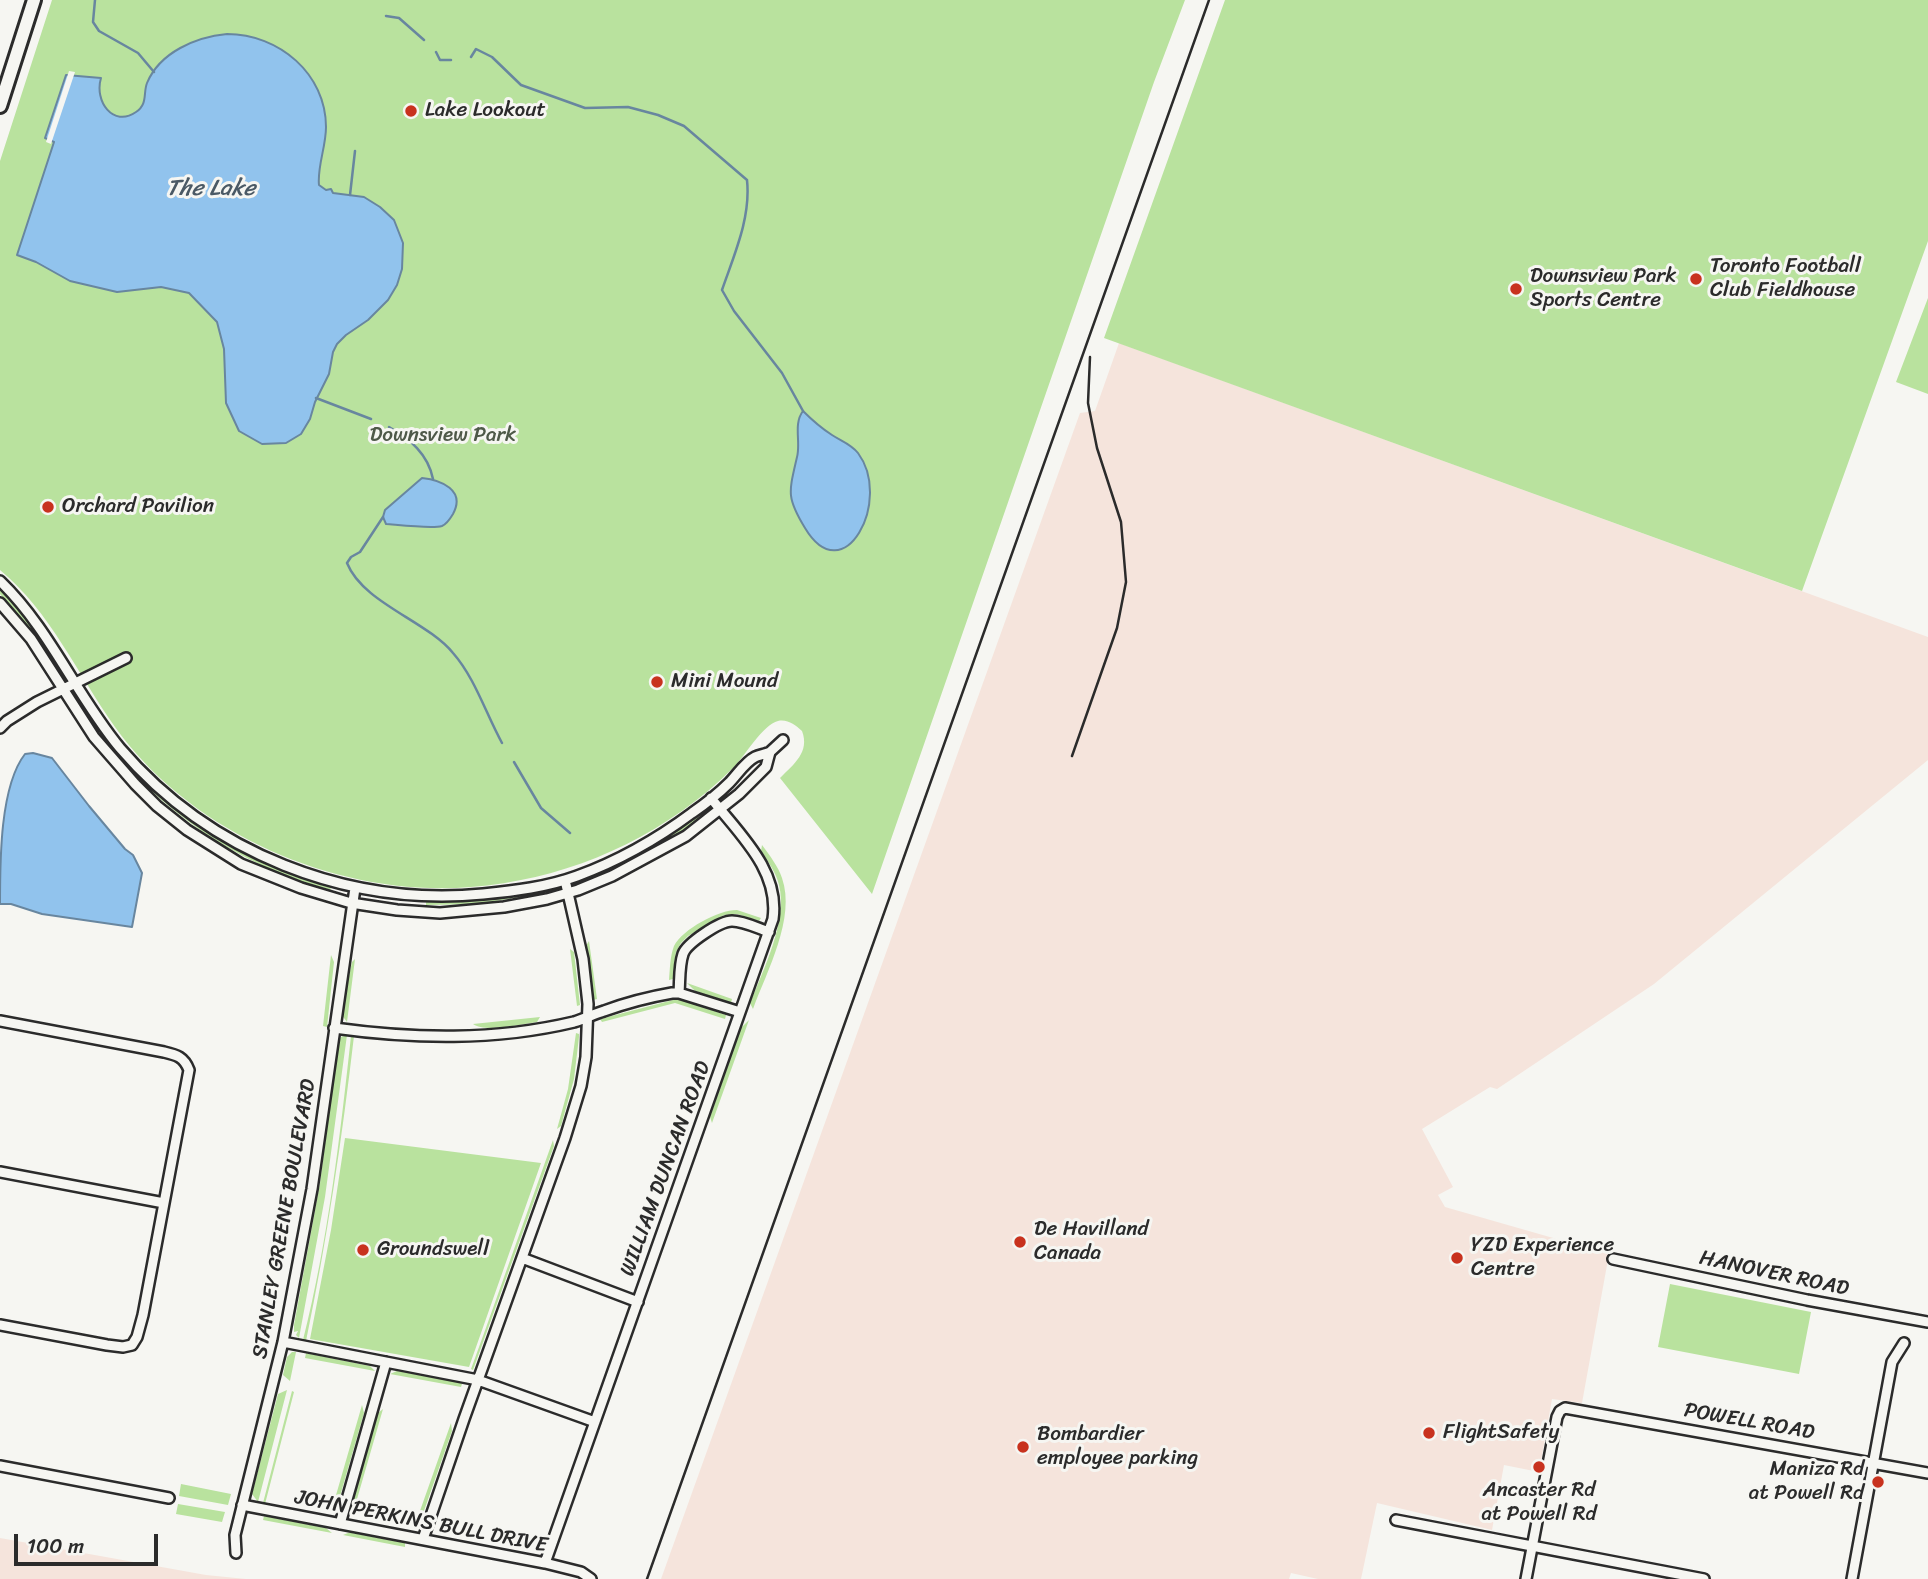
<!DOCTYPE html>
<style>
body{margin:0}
#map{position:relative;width:1928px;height:1579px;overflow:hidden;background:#f6f6f2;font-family:Sriracha,sans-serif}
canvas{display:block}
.scale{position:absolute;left:14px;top:1534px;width:144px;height:32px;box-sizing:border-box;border:4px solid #2b2b2b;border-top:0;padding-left:9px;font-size:21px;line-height:24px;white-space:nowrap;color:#2b2b2b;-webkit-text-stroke:5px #f6f6f2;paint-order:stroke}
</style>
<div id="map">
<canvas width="1928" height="1579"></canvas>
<div class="scale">100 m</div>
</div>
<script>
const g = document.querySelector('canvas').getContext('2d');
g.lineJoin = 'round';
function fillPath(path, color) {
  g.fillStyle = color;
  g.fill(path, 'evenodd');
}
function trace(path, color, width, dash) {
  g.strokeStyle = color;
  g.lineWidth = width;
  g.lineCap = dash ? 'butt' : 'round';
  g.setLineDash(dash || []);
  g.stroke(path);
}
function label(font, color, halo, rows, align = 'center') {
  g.font = font + ' Sriracha,sans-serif';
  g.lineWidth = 6;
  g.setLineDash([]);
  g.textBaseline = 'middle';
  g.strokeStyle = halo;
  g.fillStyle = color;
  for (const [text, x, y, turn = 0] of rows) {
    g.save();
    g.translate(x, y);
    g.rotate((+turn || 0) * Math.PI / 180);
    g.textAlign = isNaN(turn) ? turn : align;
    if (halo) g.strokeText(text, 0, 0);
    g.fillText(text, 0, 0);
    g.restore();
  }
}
fillPath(new Path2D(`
 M1119,343L1928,637V760L1654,984L1497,1089L1490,1087L1422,1129L1453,1187L1438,1195L1445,1207L1609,1254L1582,1403L1552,1399L1539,1472L1504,1465L1492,1530L1377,1503L1361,1579H1318L1291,1573L1289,1579H661L1080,413L1095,411Z
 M0,1538L206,1575L246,1579H0Z`), '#f5e4dc');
fillPath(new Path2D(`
 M52,0H1185L1154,82L872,894L780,778C794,764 810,752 802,731C795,725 788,719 778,721C763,725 746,754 735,766C726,775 717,783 708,791C640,847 559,880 471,887C341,898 192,835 115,727C78,675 50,611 0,570V161Z
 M1225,0H1928V241L1802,591L1104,338Z
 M1928,298V394L1896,382Z
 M0,589L36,631L32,633L0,594Z
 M104,736C164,809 239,862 331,887L330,891C237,864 162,812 101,738Z
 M697,816L700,819L659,846L627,864L625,860L657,843Z
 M762,845C770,856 778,866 782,878C796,918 767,971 753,1009L750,1003C763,971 788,920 779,885C776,872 768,862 761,851Z
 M543,889L544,893L479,904L426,905V902L500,898Z
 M737,910L761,918L759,921L737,914L724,915L688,936L681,943L676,952L673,979L669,980C670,969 670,956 674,946C683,929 718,910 737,910Z
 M589,941L597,999L593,1000L586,946Z
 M570,949L574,952L580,1005L577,1006Z
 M331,955L334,962L327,1027L323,1026Z
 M355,959L347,1022L341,1014L352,962Z
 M687,983L732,999L731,1003L695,991Z
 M673,1000H682L726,1015L725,1019L675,1003L602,1022L600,1019Z
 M540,1017L537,1022C522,1024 485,1033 473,1024Z
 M749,1020L712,1123L710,1117L741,1028Z
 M576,1033L579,1034V1037L574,1079L561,1126L557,1129L568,1089Z
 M347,1035L325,1197L299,1338L296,1335L298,1331L294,1332V1325L320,1183L338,1042L341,1037Z
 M351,1036H354C342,1139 327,1240 306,1341L303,1340C328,1241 340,1137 351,1036Z
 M345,1138L541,1163L469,1367L310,1339L331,1230Z
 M553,1140L554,1146L473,1370L471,1369L483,1336Z
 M1670,1284L1811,1312L1799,1374L1658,1347Z
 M292,1352H296L290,1381L283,1375L287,1357Z
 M306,1353L370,1366L375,1371L305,1358Z
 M397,1371L460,1382L462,1384L461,1387L390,1374Z
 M287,1390L258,1502L252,1494L278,1394Z
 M292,1391L294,1392L265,1504L263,1503Z
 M362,1405L364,1413L336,1510L332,1509Z
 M383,1409L353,1513L349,1512L378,1413Z
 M451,1423L452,1431L419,1525H415Z
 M181,1484L231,1494L228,1505L179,1496Z
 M178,1504L225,1512L222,1522L176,1514Z
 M264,1516L326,1528L332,1533L263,1520Z
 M348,1533H352L405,1543V1547L343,1535Z`), '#b9e29e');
const water = new Path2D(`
 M227,34C279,34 326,74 326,127C326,147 317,167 319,185L326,190L331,189L333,193L364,197L380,207L394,220L403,243L402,269L397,285L388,300L368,320L346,335L337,344L333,352L329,374L315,402L310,419L301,434L286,443L262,444L239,431L226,403L224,349L217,322L189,293L161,287L117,292L70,281L36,262L17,255L54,142L45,138L66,75L101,78C94,101 113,128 136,112C148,104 143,93 147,83C160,52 196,37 227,34Z
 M803,411C812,420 821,428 832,435C841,441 851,444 858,453C893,500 844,593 805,528C786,497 789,492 797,457C801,442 793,424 803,411Z
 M422,478C441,480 466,490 453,514C450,519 447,524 442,526C432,529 399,525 386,524L383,517L385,510Z
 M33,753L52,758L89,806L125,849L133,855L142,873L132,927L42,914L11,904H0C0,860 0,786 25,754Z`);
fillPath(water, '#91c3ed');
trace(water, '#68869f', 2);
fillPath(new Path2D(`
 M69,71L75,72L51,144L46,142Z`), '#f6f6f2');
trace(new Path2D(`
 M95,0L93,22L99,31L138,53L154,72
 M386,16L399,18L424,40
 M436,52L440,60H451
 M471,57L476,49L492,57L521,85L585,108L628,107L658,115L684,126L747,180C751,218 734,255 722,290L734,311L782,373L803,411
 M350,195L355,151
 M316,398L371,419
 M389,427C410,439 428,454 433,479
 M383,517L360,552L351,557L347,563C363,603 427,621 453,653C475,678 486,714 502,743
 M514,762L541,808L570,833`), '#68869f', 2.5);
const minor = new Path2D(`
 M0,581C50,629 76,695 120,748C210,853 347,907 483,894C514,891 547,887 577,876C618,861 657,839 692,813C705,804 718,794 729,783C737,775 745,762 755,757C759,755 766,754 770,752
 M0,603L31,639L94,737L135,784L157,806L187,830L241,864L301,888L351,903L397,910L440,913L504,907L547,899L578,890L612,876L686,836L739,794L766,767L770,752L783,740
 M0,728L7,721L37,702L126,658
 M679,993C680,980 679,966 683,954C687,943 720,921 732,921C744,921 757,928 769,932
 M0,1021L164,1052C177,1055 184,1057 189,1070L143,1315L137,1337L132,1345L123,1347L107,1345L0,1325
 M334,1028C414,1039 494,1041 574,1022C584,1019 594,1014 604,1011C626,1003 649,997 672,993H679L740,1012
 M0,1172L164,1203
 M522,1258L638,1302
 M1613,1259L1807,1300L1928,1322
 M283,1342L478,1380L595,1422
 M0,1466L169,1498
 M242,1505L545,1563L581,1572L591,1579
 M1396,1520L1704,1579
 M340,1524L386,1362
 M423,1539L464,1419L565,1138L581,1086L586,1057L588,1004L583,959L565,880
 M236,1553L235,1535L283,1342L312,1189L355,888
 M545,1563L773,919C780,870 739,834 711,798
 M1526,1579L1557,1417L1560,1411L1565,1408L1928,1473
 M1852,1579L1892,1362L1904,1343`);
const secondary = new Path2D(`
 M0,106L34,0`);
trace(minor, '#2b2b2b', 14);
trace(secondary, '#2b2b2b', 18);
trace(minor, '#f6f6f2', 9);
trace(secondary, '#f6f6f2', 12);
trace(new Path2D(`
 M1072,756L1117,628L1126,582L1121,522L1097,448L1088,403L1090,357
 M647,1579L1209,0`), '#2b2b2b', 2.5);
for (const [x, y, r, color] of [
 [411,111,7,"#c8321e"],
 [1696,279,7,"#c8321e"],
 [1516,289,7,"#c8321e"],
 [48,507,7,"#c8321e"],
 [657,682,7,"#c8321e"],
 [1020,1242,7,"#c8321e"],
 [363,1250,7,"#c8321e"],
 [1457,1258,7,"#c8321e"],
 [1429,1433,7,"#c8321e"],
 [1023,1447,7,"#c8321e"],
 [1539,1467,7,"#c8321e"],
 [1878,1482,7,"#c8321e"]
]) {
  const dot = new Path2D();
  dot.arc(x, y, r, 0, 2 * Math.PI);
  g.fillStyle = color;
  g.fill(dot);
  trace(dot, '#f6f6f2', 2.5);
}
label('21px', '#2b2b2b', '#f6f6f2', [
 ["Lake Lookout",425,111],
 ["Toronto Football",1710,267],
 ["Club Fieldhouse",1710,291],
 ["Downsview Park",1530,277],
 ["Sports Centre",1530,301],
 ["Orchard Pavilion",62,507],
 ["Mini Mound",671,682],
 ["De Havilland",1034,1230],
 ["Canada",1034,1254],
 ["YZD Experience",1471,1246],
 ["Centre",1471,1270],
 ["Groundswell",377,1250],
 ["FlightSafety",1443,1433],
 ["Bombardier",1037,1435],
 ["employee parking",1037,1459],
 ["Maniza Rd",1864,1470,"right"],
 ["at Powell Rd",1864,1494,"right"],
 ["Ancaster Rd",1539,1491,"center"],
 ["at Powell Rd",1539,1515,"center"]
], 'left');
label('21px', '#4e5948', '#f6f6f2', [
 ["Downsview Park",443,436]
]);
label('21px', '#2b2b2b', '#f6f6f2', [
 ["WILLIAM DUNCAN ROAD",666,1169,-70],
 ["STANLEY GREENE BOULEVARD",285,1219,-80],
 ["HANOVER ROAD",1774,1274,12],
 ["POWELL ROAD",1749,1422,10],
 ["JOHN PERKINS BULL DRIVE",421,1522,11]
]);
label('italic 23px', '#4a5965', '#f6f6f2', [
 ["The Lake",211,189]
]);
</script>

********

*DESCRIPTION OF THE TASK*. Produce only the lines from the line containing "g.lineWidth = width;" through the line containing "g.textAlign = isNaN(turn) ? turn : align;", inclusive of both, exactly as they stand in the entries above.

*RESULT*.
  g.lineWidth = width;
  g.lineCap = dash ? 'butt' : 'round';
  g.setLineDash(dash || []);
  g.stroke(path);
}
function label(font, color, halo, rows, align = 'center') {
  g.font = font + ' Sriracha,sans-serif';
  g.lineWidth = 6;
  g.setLineDash([]);
  g.textBaseline = 'middle';
  g.strokeStyle = halo;
  g.fillStyle = color;
  for (const [text, x, y, turn = 0] of rows) {
    g.save();
    g.translate(x, y);
    g.rotate((+turn || 0) * Math.PI / 180);
    g.textAlign = isNaN(turn) ? turn : align;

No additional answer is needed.